The Taliban made similar threats of vengeance for the "martyrdom" of the terrorist leader. "We lost our hero finally. He was the hero of Islam, Kashmir and Afghanistan," Taliban commander Qari Idrees told reporters in a broken voice.
Kashmiri had been responsible for plotting a variety of attacks, ranging from the 2008 Mumbai massacre to a plan to strike drone-making American company Lockheed-Martin. His also participated in a 2006 bombing on the U.S. consulate in Karachi and a January 2010 plot to bomb a Danish newspaper that published Muhammad cartoons.
In August 2010, he was declared a "Specially Designated Global Terrorist" by the State Department, and had been known for his trademark aviator-style sunglasses which masked a missing eye. The United States also put a $5 million bounty for information leading to his location.
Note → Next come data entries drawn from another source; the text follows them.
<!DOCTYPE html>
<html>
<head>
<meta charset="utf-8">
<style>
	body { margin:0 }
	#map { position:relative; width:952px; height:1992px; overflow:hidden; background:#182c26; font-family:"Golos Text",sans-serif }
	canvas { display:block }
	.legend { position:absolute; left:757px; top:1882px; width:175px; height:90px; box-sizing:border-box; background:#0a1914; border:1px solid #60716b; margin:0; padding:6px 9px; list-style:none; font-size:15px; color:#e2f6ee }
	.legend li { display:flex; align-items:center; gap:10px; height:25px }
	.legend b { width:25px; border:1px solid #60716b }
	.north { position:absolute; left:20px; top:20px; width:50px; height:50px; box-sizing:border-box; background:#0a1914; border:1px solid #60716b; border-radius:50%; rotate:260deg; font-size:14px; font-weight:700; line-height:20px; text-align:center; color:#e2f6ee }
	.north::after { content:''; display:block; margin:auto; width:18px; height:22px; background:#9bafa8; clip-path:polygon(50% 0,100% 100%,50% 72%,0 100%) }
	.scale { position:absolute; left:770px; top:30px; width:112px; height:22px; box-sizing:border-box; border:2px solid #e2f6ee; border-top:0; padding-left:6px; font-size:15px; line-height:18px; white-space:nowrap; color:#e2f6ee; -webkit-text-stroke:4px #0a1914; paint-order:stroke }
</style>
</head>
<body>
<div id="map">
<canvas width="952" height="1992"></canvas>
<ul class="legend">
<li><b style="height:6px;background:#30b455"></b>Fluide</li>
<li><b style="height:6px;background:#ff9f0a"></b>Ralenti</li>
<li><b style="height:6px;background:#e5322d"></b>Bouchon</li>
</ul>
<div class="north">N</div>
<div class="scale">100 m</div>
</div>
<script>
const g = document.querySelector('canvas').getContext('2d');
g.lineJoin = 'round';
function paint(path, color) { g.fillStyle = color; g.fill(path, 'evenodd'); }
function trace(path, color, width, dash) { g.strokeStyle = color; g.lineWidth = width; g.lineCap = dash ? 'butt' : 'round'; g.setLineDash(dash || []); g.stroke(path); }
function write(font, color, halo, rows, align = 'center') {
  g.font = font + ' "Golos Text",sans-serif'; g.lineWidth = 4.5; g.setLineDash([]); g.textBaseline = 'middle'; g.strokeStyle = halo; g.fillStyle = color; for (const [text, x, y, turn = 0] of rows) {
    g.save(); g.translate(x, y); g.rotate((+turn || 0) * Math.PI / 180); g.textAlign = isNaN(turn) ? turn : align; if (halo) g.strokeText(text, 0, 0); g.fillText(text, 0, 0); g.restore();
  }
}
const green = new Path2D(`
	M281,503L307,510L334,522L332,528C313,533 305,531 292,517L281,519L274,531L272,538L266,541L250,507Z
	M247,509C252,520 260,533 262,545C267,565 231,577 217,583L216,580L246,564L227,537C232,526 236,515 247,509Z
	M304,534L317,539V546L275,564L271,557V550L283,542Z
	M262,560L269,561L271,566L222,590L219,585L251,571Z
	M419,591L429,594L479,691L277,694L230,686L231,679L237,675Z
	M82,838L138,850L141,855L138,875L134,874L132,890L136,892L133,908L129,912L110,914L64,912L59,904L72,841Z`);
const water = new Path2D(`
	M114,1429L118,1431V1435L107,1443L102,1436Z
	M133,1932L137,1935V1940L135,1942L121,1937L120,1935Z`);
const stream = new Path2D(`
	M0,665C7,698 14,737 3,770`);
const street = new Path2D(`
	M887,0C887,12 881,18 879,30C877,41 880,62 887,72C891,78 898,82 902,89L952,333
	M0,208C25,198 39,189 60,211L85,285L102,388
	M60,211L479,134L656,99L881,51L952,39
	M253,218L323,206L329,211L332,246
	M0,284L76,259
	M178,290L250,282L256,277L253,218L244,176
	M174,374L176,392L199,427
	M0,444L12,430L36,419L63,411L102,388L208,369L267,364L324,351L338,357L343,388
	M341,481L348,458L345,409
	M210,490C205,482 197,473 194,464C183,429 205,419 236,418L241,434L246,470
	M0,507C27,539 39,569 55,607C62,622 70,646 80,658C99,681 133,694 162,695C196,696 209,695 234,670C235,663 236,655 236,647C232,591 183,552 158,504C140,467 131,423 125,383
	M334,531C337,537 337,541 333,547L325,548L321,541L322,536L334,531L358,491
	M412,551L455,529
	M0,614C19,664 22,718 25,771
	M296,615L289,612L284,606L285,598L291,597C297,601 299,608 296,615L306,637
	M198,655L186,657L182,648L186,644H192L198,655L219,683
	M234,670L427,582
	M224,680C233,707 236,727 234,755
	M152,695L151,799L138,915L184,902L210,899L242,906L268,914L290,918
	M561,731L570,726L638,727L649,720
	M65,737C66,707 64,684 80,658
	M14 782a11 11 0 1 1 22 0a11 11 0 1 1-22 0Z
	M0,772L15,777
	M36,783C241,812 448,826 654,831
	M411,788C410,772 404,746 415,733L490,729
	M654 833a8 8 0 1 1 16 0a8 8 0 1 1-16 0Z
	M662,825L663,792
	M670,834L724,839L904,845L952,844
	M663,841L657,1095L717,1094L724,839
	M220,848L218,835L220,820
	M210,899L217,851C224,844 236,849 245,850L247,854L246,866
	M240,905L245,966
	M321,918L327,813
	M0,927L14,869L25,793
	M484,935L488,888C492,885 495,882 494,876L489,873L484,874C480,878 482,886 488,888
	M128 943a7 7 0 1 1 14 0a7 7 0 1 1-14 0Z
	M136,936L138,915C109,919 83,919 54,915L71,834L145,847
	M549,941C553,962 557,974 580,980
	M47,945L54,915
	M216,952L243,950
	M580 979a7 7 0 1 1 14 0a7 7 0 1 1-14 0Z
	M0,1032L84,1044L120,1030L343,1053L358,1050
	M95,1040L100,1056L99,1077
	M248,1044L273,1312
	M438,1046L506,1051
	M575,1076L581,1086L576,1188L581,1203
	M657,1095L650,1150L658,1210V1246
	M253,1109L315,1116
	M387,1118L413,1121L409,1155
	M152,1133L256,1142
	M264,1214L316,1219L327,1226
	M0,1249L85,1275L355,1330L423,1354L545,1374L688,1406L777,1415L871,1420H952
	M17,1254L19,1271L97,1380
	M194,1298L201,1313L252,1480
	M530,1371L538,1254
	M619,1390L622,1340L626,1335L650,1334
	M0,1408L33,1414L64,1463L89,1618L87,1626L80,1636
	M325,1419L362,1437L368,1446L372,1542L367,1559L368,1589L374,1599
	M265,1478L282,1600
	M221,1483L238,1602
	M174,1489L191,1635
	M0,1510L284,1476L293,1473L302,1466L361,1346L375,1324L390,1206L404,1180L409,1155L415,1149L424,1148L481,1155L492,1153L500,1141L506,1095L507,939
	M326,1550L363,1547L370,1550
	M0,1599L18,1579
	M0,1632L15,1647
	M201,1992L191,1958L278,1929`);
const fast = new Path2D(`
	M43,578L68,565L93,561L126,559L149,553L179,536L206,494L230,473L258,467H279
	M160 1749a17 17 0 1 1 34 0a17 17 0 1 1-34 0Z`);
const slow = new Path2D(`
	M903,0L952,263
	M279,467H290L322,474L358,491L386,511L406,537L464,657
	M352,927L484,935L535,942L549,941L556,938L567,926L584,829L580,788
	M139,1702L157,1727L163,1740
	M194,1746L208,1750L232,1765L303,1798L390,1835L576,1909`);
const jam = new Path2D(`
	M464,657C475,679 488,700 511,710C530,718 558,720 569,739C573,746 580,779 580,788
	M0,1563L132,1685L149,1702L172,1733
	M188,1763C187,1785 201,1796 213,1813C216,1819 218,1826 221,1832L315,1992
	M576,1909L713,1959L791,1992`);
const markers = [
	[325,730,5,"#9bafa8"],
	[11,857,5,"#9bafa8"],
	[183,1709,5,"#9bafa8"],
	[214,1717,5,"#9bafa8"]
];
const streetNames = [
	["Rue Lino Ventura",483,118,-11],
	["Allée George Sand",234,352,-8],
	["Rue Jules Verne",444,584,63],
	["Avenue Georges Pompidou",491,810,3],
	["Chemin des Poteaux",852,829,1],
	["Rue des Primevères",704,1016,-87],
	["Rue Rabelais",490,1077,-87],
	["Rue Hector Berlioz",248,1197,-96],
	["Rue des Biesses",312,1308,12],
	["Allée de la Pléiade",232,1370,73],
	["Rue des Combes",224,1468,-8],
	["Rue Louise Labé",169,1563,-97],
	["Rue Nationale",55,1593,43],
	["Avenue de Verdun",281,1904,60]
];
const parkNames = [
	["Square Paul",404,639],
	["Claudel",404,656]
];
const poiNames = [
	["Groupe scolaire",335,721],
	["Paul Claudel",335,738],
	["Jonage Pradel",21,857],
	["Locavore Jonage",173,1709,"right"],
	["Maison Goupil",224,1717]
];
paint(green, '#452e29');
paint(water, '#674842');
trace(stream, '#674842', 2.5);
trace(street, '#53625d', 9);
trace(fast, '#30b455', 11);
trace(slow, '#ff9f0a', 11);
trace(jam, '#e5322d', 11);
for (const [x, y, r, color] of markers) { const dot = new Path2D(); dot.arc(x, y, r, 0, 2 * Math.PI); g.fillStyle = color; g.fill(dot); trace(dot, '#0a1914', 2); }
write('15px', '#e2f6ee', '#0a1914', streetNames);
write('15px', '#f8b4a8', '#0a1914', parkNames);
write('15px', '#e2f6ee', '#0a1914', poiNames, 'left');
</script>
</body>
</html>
Self-confessed Mumbai plotter David Coleman Headley testified in federal court last week that he had researched details about Lockheed Martin and its CEO for Kashmiri, who was enraged by American predator strikes in Pakistan and wanted to attack the U.S. defense contractor in retaliation.
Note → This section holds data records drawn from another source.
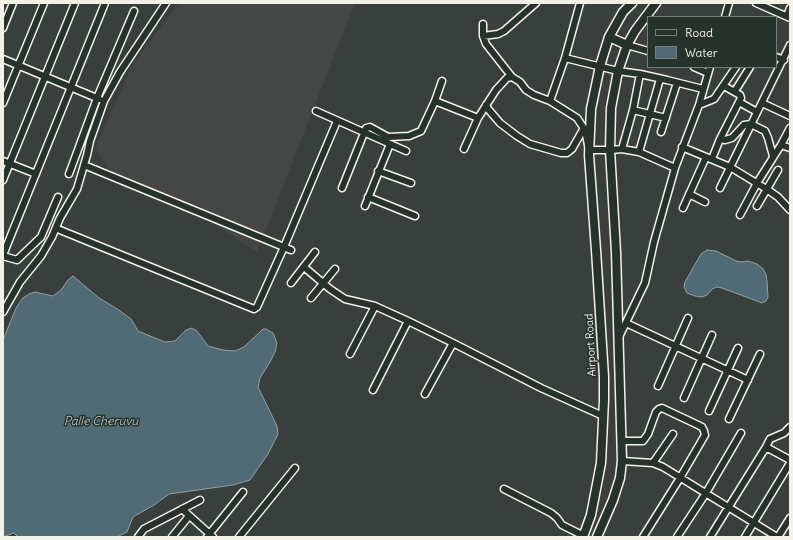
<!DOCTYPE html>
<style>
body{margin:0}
#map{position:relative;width:793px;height:540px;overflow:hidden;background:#383f3c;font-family:Delius,sans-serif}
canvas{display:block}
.frame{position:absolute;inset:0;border:4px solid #f4f1e8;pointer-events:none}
.legend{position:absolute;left:647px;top:16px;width:130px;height:52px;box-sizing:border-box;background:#26332d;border:1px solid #787f78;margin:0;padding:5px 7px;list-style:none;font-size:12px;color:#f4f1e8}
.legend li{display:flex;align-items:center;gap:8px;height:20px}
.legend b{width:20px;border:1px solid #787f78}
</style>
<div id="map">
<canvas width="793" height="540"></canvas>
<div class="frame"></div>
<ul class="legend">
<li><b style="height:5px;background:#26332d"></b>Road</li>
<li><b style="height:11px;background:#506b76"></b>Water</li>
</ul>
</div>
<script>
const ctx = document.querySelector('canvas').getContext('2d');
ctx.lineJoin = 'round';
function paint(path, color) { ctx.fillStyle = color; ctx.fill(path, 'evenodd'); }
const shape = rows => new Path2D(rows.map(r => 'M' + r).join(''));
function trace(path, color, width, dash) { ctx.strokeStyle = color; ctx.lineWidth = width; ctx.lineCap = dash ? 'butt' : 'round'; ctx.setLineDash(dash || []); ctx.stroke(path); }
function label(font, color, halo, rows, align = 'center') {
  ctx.font = font + ' Delius,sans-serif'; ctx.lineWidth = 3; ctx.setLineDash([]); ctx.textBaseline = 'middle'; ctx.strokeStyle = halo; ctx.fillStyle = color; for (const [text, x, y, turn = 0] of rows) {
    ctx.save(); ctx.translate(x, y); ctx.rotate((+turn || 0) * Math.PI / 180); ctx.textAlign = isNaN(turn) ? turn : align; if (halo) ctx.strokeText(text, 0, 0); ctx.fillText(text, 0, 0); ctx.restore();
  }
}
const built = shape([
 [179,3,355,3,257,252,175,198,122,187,95,148,133,64]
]);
const water = shape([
 [707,250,716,251,736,261,741,262,748,261,757,264,763,269,766,274,767,281,768,297,766,301,762,303,722,288,717,287,712,289,707,295,702,297,695,296,687,293,684,287,685,282,701,254,707,250],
 [73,276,99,298,119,310,131,319,138,331,165,342,175,341,186,330,192,328,197,331,208,346,223,350,235,351,244,347,263,329,266,329,273,333,277,343,275,352,270,362,260,378,258,387,277,426,278,434,268,454,250,480,233,485,169,494,154,505,133,517,127,532,117,537,18,537,14,533,3,537,3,340,16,308,23,298,29,294,35,292,53,296,61,290,68,280,73,276]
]);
const minor = shape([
 [756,3,790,18],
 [787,16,790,8],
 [725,17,729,3],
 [483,24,483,36,486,44,512,77,520,82,526,90,534,95,550,101,577,118,585,130,589,150,610,150,622,149,639,152,675,168],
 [3,28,13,3],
 [483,36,498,34,504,31,536,3],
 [627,45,648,51],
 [776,57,784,60],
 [565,58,618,71,640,74,667,80,703,89],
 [3,59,99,99],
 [694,67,708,73],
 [735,91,750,67],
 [435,101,478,118],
 [550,101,565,58,580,3],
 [739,102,757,112],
 [3,103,44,3],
 [762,103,790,116],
 [486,105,488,109,500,123,517,136,530,144,561,153,567,153,572,149,584,128],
 [699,105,714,99,736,67],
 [633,110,666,118],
 [316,111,406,151],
 [661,132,677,83],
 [720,139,725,140,732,138,744,125,751,124,765,131,768,138,773,156],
 [781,145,790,148],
 [682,147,730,167,768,190,778,197,790,210],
 [464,149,478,118,496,90,507,78,512,77],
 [622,149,633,110,640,74],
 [639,152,660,79],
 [712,159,720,139,741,98,740,95,724,86],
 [3,161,36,174],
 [84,165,291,250],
 [378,171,411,183],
 [69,174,97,98,134,11],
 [3,180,75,3],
 [342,188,366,128,370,127,388,137,409,136,421,131,435,101,442,81],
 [720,188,790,45],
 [689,194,705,202],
 [368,197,415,216],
 [365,206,390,144],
 [757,206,778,170],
 [683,208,706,157],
 [740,215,757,183,781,145,790,128],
 [60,230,254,309,257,307,284,247,337,121],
 [3,255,105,3],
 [3,256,17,260,41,237,58,197],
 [304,267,330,289,345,299,375,306,408,321],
 [291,283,315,252],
 [311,298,335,269],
 [3,312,20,282,41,256,52,237,60,218,77,189,87,155,90,141,104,101,120,72,166,3],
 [626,323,748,380],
 [619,337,645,283,654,242,675,168,699,105,710,67],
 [350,354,375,306],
 [658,386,688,318],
 [373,390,408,321,453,343],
 [425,394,453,343,541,388,603,416],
 [684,398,712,335],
 [709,411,738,348],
 [729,419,760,354],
 [622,441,643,441,648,434,656,412,659,409,662,408,698,425,702,427,704,431,705,435,680,478,643,537],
 [766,447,770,439,784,433,790,427],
 [622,461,653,463,663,467,777,537],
 [653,463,673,434],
 [504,489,551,513,557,518,562,525,584,536],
 [182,509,213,537],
 [138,537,144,529,200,500],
 [172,537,189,516],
 [207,537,243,492],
 [239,537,295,468],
 [677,537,706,493,741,433],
 [710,537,766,447,790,460],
 [745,537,790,463],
 [778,537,790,518]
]);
const major = shape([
 [609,37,627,45],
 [583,537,591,515,601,463,604,400,604,377,596,250,589,155,591,109,600,66,609,37,623,12,632,3],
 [597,537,613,500,620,478,622,461,616,252,610,150,611,108,618,71,627,45,635,31,656,3]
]);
const streetNames = [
 ["Airport Road",591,345,-93]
];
const waterNames = [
 ["Palle Cheruvu",101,422]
];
paint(built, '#454747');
paint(water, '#506b76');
trace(water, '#92a1a4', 1);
trace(minor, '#f4f1e8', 9);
trace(major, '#f4f1e8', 11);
trace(minor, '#26332d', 6);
trace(major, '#26332d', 8);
label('11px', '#f4f1e8', '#26332d', streetNames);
label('italic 12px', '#b2bbba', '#26332d', waterNames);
</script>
Headley is the key prosecution witness in the ongoing terrorism trial of a Chicago businessman, Tahawuur Hussain Rana. He used Rana's immigration office in Mumbai as a cover to scout for targets for the Mumbai attacks for Lashkar-e-Tayyiba (LeT). Headley has pleaded guilty to his role in the attacks and agreed to cooperate with federal investigators to avoid the death penalty.
Kashmiri, along with other Lashkar militants and officers from Pakistan's military spy agency, the ISI, are co-defendants in the case.
The success of the strike is being measured against public outrage in Pakistan, which objects to American counterterrorism efforts on its soil. Relations with the Pakistani military have also soured over the killing of Osama bin Laden, who had been hiding for years just a few hundred meters away from Pakistan's elite military academy.
India, a victim of Pakistan's reluctance to deal with domestic terrorists, saluted the killing of Kashmiri. "Kashmiri's death (in a US drone attack) will affect the terrorist infrastructure across the border and it will have a significant effect here," India's state inspector general of police SM Sahai told the Hindustan Times.